Tuesday 24 November 2015

Interactive DataViz: Rock albums by the genre since 1960


Interactive DataViz here: http://wiki-rock.azurewebsites.net/top10-album-genres.html
Last week I presented a talk in #BuildStuffLT titled “From Power Chords to the Power of Models” which was a study of the Rock Music by the way of Data Mining, Mathematical Modelling and also Machine Learning. It is such a fun subject to explore, especially for me that Rock Music has been one of my passions since I was a kid.

The slides from the talk is available and the videos will be available soon (although my performance during the talk was suboptimal due to lack of sleep, a problem which seems to be shared by many at the event). BuildStuffLT is a great event, highly recommended if you have never been to. It is a software conference with known speakers such as Michael Feathers, Randy Shoup, Venkat Subramaniam, Pieter Hintjens and this year was the host of Melvin Conway (yeah, the visionary who came up with Conway’s law in 1968) with really mind stimulating talks. You also get a variety of other speakers with very interesting talks.

I will be presenting my talk in CodeMash 2016 so I cannot share all of the material yet but I think this interactive DataViz alone is many many slides in a single representation. I can see myself spending hours just looking at the trends and artist names and their album covers - yeah this is how much I love Rock Music and its history - but even for others this could be fun and also help you discover some new to listen to.

DataViz

This is an interactive percentage-based stacked area chart of top 10 genres in a year, since 1960, where Rock Music as we know it started to appear. That is a mouthful but basically for every year, top 10 genres selected so the dataset contains only those Rock (or related) genres that at some point were among the top 10 genres. You can access it here or simply clone GitHub repo (see below) and host your own.


The data was collected from Wikipedia by capturing Rock Albums and then processing their genres, finding top 10 in every year and then presenting in a chart - I am using Highcharts which is really powerful and simple to use and has a non-commercial license too. The data itself I have shared so you can run your own DataViz if you want to. The license for the data is of course Wikipedia’s, which covers these purposes.



I highly recommend you start with the Visualisation with “All Unselected” (Figure 2) and then select a genre and visualise its rise and fall in the history.


Then you can click on a point (year/genre) to list all albums of that genre for that year (Figure 3). Please note that even when the chart shows 0%, there could be some albums for that genre - which are from a year which that genre was not among the top 10 genres.

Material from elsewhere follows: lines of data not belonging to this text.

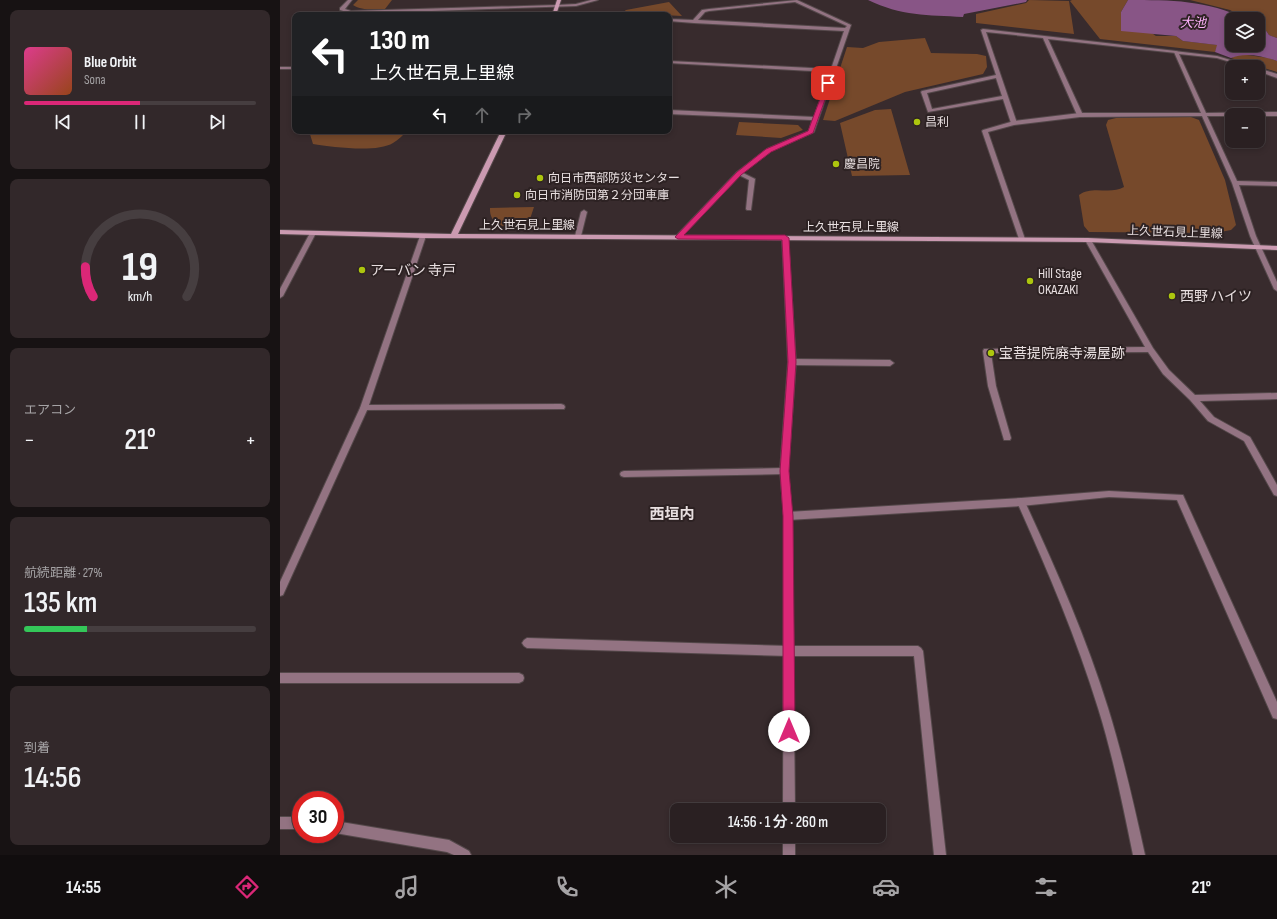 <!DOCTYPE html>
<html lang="ja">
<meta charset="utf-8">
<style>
body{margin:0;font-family:"Sofia Sans Condensed","Noto Sans JP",sans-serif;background:#32282a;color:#f1f3f6;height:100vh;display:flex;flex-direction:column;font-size:15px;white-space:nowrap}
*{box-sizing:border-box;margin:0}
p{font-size:13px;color:#a5a3a5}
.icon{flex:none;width:22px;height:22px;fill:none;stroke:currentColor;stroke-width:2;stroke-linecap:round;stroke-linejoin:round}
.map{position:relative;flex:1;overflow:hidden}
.panel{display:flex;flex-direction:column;gap:10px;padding:10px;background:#171213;width:280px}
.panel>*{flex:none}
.top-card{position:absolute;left:12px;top:12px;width:380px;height:122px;border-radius:8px;box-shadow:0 2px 6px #0003,0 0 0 1px #463e40;background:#202124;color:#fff;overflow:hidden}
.fabs{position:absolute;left:945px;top:12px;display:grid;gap:8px}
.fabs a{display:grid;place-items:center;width:40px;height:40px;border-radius:8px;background:#2a2022;box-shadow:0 2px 6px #0003,0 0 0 1px #463e40;font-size:20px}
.speed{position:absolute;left:12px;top:791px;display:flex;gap:8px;font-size:20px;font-weight:700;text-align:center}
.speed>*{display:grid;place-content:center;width:52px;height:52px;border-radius:50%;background:#2a2022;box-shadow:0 2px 6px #0003,0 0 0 1px #463e40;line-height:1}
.speed .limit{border:6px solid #d22;background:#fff;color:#111}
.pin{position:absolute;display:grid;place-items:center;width:34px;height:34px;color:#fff;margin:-17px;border-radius:8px;box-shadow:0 2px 6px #0006}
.me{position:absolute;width:44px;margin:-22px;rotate:0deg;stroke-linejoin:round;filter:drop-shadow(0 0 3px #0008)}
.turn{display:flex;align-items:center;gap:14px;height:84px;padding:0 12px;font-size:18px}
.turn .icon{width:52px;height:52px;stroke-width:2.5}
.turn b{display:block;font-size:28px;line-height:34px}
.lanes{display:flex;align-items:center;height:38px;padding:0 12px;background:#0003;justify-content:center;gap:20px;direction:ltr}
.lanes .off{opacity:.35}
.big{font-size:30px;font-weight:600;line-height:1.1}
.panel .tile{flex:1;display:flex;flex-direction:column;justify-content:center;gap:6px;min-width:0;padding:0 14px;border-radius:8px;background:#32282a}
.panel .dial{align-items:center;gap:0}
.dial svg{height:104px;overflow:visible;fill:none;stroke:#463e40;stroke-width:7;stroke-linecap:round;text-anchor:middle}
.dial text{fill:#f1f3f6;stroke:none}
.song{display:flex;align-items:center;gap:12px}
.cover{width:48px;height:48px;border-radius:6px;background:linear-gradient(135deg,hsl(330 70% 55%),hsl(20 70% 35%))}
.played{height:4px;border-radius:2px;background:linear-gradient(90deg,#db2777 50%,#463e40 50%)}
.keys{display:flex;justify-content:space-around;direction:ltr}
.heat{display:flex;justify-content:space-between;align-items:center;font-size:22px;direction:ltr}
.charge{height:6px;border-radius:3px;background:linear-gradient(90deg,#34c759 27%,#463e40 0)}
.trip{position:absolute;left:390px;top:803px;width:216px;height:40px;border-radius:8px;background:#2a2022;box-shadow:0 2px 6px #0003,0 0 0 1px #463e40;font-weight:600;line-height:40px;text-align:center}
.tabs{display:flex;height:64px;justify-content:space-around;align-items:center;background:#110d0e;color:#a5a3a5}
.tabs .icon{width:28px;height:28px}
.tabs .current{color:#db2777}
.tabs b{font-size:18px;color:#f1f3f6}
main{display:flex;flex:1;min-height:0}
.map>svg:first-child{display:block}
.green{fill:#76492b}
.water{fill:#885586}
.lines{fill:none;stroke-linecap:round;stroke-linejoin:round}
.lane-casing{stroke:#54484a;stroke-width:2}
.street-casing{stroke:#54484a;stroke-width:2}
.secondary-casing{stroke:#54484a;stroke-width:2}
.lane{fill:#937382;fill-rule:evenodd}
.street{fill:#937382;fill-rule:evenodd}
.secondary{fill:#cb9ab1;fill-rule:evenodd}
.route{fill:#db2777;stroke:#8e194d}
.poi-dot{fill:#adc60e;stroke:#2d2223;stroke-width:1.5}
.labels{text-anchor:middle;stroke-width:4;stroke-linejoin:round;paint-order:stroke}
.far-poi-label{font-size:12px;fill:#e8dfe0;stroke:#2d2223;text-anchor:start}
.far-street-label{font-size:12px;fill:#e8dfe0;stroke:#2d2223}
.far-water-label{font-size:13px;font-style:italic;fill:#fcb0f9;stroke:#2d2223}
.poi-label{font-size:14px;fill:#e8dfe0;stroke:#2d2223;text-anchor:start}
.neighbourhood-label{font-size:15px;font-weight:bold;fill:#e8dfe0;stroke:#2d2223}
</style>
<main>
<section class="panel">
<div class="tile">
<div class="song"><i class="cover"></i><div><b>Blue Orbit</b><p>Sona</p></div></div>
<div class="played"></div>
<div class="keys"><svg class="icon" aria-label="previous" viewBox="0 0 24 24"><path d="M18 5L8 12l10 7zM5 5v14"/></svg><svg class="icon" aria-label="pause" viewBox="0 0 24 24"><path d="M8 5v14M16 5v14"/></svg><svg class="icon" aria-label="next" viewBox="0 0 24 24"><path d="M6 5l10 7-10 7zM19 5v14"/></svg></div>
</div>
<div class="tile dial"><svg viewBox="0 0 100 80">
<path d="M14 69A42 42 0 1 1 86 69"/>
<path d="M14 69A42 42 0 0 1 8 46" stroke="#db2777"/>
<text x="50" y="56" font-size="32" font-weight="700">19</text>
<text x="50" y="72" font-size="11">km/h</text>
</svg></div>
<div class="tile"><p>エアコン</p>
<div class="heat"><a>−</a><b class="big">21°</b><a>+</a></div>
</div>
<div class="tile"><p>航続距離 · 27%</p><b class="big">135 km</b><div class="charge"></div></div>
<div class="tile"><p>到着</p><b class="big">14:56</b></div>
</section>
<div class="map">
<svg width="997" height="855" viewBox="0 0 997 855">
<rect width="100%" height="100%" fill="#382b2d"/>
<path class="green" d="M78,0H112L105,9C95,9 82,11 73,5Z
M749,0L789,1L794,34L696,23V14L746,3Z
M792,0H848L841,12L876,36H896L903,41L938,45L935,52L820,39L790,1Z
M910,0H997V38L989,35L985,29L978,27V19H966L950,10Z
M389,2L402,16L342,13L346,10Z
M645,38L651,53L697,54L706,56L707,67L703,74L625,92L555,121L543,120L567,47L583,48L599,42Z
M960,54L989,58L997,61V72L951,58Z
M611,109L630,175L572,176L560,123L595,110Z
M911,117L919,120L945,180L956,225L951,230L935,233L809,232L804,226L799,195C812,185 830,195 844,187L826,125L828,120L836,118Z
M459,122L518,125L523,130L501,138L456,135Z
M29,131H127C123,135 118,140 113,143C97,153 52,147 33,144Z
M254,207L247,228C232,228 209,229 210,208Z"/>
<path class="water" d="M588,0H747L746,2L684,14L683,17C648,15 621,16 588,0Z
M848,0C891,0 927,0 966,19H952V45H978V27L985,29L989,35L997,38V61C983,56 965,52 951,58L935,52L937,45L903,41L896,36L841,31V12Z"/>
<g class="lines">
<g class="lane-casing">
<path id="lane" d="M703,29L896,51L898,52L896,53L768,39L803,115L800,117L797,115L763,38L706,32L737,123L736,124L731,123L723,99L648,112L641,92L642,91L716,75L701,30ZM716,78L722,96L652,109L647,93Z
M0,67H15V69H0Z
M459,171L475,179L471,210H467L466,209L469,180L457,174L456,173Z
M304,210L307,212L301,236L298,238L296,237L295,236L301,212Z
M33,231L36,233L3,296L0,298V289L30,233Z
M512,359L610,360L614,363L610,366L512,365L508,362Z
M84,405L88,408L3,595L0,596V582L80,408Z
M504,468L507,469L508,471L507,473L504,474L344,477L341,476L340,474L341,472L344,471Z
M829,491L903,495L997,702V719L993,718L897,500L829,497L741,506L508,520L505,519L504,516L505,513L508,512L741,498Z
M247,638L509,646H638L641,648L643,651L666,855H654L634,656H509L247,648L244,646L242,643L244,640Z
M0,673H239L243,675L244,678L243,681L239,683H0Z"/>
</g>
<g class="street-casing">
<path id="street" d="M68,0H72L65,9L71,11L277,5L296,4L311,0H318L296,6L95,13H70L60,10V8Z
M517,0L571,25L534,132L491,151L461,174L400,238H396V236L457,172L487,149L529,131L532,120L389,114V110L534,117L550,72L389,63V61L551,69L564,31L414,23L389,21V19L413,20L422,10L429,9ZM515,2L567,26L565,28L418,20L425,12L429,11Z
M894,51L937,56L974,67H967L937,58L899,54L926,113L997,112V116H927L957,181L997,182V186L959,185L976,236L997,282V291L994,289L970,236L952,183L922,116L800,117L734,125L708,132L745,239L742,241L739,239L702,131L703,130L734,121L800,113H921L894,52Z
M978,68L997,74V78L978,71Z
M143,234L146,236L89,405L281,404L284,405L285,407L284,409L81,410L80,408L140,236Z
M505,236L508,238L516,362L508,471L512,516L515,810H503L504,516L500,471L508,362L502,238Z
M808,238L811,240L873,348L889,370L915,395L997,393V399L920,401L934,417L970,437L997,485V496L994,495L964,441L928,421L910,400L883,374L868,352L711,353L716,386L731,438L730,440H724L708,386L703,351L704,349L865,347L805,240Z
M741,498L744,500L745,502C776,569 806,637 828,708C843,756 854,805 865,855H853C843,806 833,756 818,708C796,637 767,569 737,502L738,500Z
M0,817H21V829H0Z
M55,821L169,840L189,851L191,855H174L167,852L55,833Z
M503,836H515V855H503Z"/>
</g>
<g class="secondary-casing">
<path id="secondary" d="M277,0H281L276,15H272Z
M221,131H227L178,234L808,238L997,246V250L808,242L143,238L0,234V230L171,234Z"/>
</g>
<use href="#lane" class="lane"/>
<use href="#street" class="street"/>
<use href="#secondary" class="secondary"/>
</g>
<path class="route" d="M548,81L551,83L533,133L491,152L461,175L404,235H505L509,238L516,362L509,471L513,516L515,731L513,735L509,737L505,735L503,731V516L500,471L508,362L502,240L398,239L395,237L457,172L486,149L528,131L546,83Z"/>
<g class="poi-dot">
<circle cx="637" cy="122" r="4"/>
<circle cx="556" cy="164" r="4"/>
<circle cx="260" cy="178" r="4"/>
<circle cx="237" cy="195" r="4"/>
<circle cx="82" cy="270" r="4"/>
<circle cx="750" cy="281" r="4"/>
<circle cx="892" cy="296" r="4"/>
<circle cx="711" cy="353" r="4"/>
</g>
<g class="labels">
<g class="far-poi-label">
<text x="645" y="126">昌利</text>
<text x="564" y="168">慶昌院</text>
<text x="268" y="182">向日市西部防災センター</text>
<text x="245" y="199">向日市消防団第２分団車庫</text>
</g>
<g class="far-street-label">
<text x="247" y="229">上久世石見上里線</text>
<text x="571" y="231">上久世石見上里線</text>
<text transform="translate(895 232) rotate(2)" y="4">上久世石見上里線</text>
</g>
<g class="far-water-label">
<text x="913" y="27">大池</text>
</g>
<g class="poi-label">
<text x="90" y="275">アーバン 寺戸</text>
<text x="758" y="278">Hill Stage<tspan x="758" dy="16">OKAZAKI</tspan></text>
<text x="900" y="301">西野 ハイツ</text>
<text x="719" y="358">宝菩提院廃寺湯屋跡</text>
</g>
<g class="neighbourhood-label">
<text x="392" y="519">西垣内</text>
</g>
</g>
</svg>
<div class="fabs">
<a><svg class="icon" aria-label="layers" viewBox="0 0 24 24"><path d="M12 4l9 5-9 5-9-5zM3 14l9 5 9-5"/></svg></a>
<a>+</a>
<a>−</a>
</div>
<div class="speed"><div class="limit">30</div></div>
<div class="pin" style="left:548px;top:83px;background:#d93025"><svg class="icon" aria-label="arrive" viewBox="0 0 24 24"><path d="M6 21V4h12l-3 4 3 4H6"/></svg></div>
<svg class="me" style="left:509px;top:731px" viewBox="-20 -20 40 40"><circle r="19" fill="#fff"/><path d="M0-13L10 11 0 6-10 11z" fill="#db2777"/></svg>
<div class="trip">14:56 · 1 分 · 260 m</div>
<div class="top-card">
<div class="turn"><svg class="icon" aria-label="left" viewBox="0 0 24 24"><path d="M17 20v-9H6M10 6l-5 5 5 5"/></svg><div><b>130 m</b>上久世石見上里線</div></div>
<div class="lanes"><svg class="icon" aria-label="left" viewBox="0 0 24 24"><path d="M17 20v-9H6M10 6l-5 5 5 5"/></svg><svg class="icon off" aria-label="ahead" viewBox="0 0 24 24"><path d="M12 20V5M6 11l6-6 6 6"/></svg><svg class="icon off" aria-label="right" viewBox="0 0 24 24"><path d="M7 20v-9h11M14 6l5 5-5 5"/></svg></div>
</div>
</div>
</main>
<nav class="tabs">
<b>14:55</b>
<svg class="icon current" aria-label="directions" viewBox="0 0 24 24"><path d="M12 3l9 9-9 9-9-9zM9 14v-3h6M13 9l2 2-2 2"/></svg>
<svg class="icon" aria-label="music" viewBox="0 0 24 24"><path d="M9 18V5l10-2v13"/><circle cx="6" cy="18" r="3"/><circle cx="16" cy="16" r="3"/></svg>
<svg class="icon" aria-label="phone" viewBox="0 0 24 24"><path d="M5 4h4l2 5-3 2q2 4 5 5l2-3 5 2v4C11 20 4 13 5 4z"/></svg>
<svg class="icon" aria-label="climate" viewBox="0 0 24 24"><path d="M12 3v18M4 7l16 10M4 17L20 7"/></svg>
<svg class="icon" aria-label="car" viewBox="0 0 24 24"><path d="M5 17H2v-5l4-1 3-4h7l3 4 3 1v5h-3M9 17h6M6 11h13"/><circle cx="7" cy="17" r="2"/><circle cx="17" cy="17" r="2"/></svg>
<svg class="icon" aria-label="filters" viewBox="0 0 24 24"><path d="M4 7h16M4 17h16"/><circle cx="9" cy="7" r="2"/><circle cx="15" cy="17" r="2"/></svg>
<b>21°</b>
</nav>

Looking at the data in a different way

Here is the 50 years of Rock (starting from 1965) with the selected albums:



Things to bear in mind

  • The data has been captured by capturing all albums for all links found in documents that traversed from the list of rock genres then to the artist pages. As far as I know, the list includes all albums by the major (and minor) rock artists - according to Wikipedia. If you find a missing album (or artist), please let me know.
  • Every album will contribute all its genres to the list. This means if it has genres “Blues Rock” and “Rock”, then it will be counted once for each of the its genres and you can find it if you look at both Rock or Blues Rock genres.
  • Data has some oddities, sometimes an album occurs more than once, mainly due to nuances of data in Wikipedia, there are multiple entries (URLs) for the same document, etc. Data has already been cleansed through many processes and these oddities do not materially change the results. In the future however, there are things that can be done remove these remaining oddities.
  • Again, it is highly recommended that you click the “Unselect All” button and click on the genres that you are interested one by one and explore the name of the albums.
  • Clicking “Select All” or “Unselect All” takes a bit too much time. I am sure it has an easy solution (turn rendering off when changing the state) but have not been able to find it. Expect your PRs!
  • There are some genres in the list which are not really Rock genres. These genres would have been mentioned alongside a rock genre in the album cover or had been a not-so-much-rock album by an otherwise Rock artist.

Code and Data

All code and data published in GitHub. Code uses Highchartsjs, knockoutjs and foundations UI framework. Have fun!